### TASK INSTRUCTIONS:
The task calls for an exact copy of the records, without any images.

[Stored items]
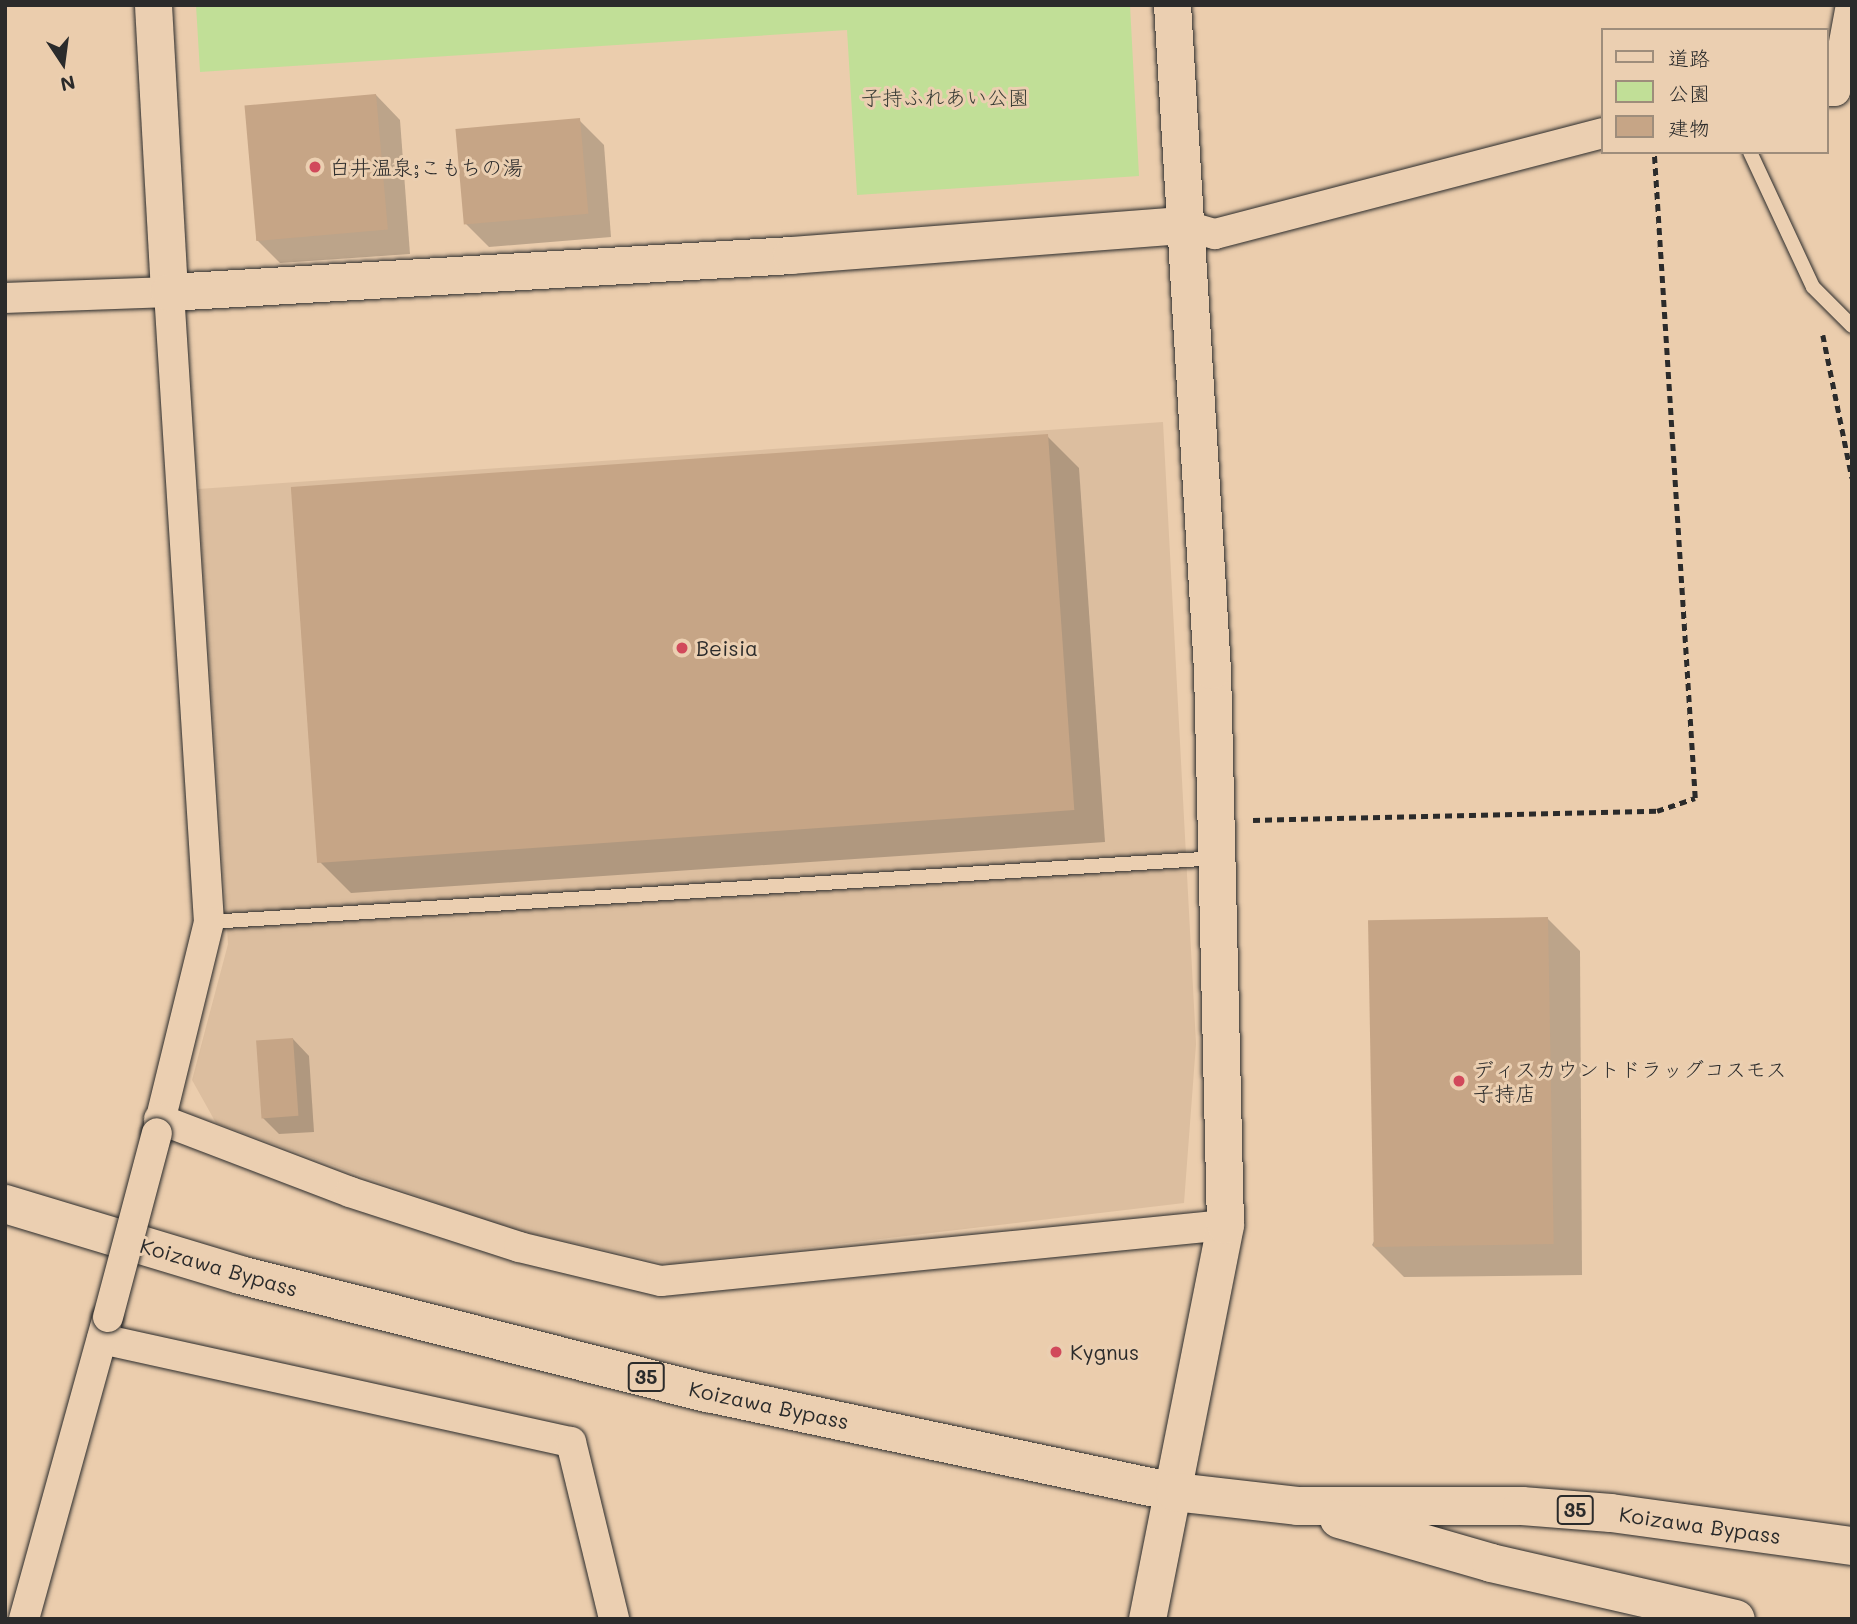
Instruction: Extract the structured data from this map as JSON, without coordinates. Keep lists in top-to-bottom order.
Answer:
{
  "streets": {
    "main road": ["Koizawa Bypass", "35"]
  },
  "parks": ["子持ふれあい公園"],
  "places": [
    "白井温泉;こもちの湯",
    "Beisia",
    "ディスカウントドラッグコスモス 子持店",
    "Kygnus"
  ],
  "legend": ["道路", "公園", "建物"],
  "north": "bottom"
}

### OUTPUT OF THE EXERCISE:
Instruction: Extract the structured data from this map as JSON, without coordinates. Keep lists in top-to-bottom order.
Answer:
{
  "streets": {
    "main road": ["Koizawa Bypass", "35"]
  },
  "parks": ["子持ふれあい公園"],
  "places": [
    "白井温泉;こもちの湯",
    "Beisia",
    "ディスカウントドラッグコスモス 子持店",
    "Kygnus"
  ],
  "legend": ["道路", "公園", "建物"],
  "north": "bottom"
}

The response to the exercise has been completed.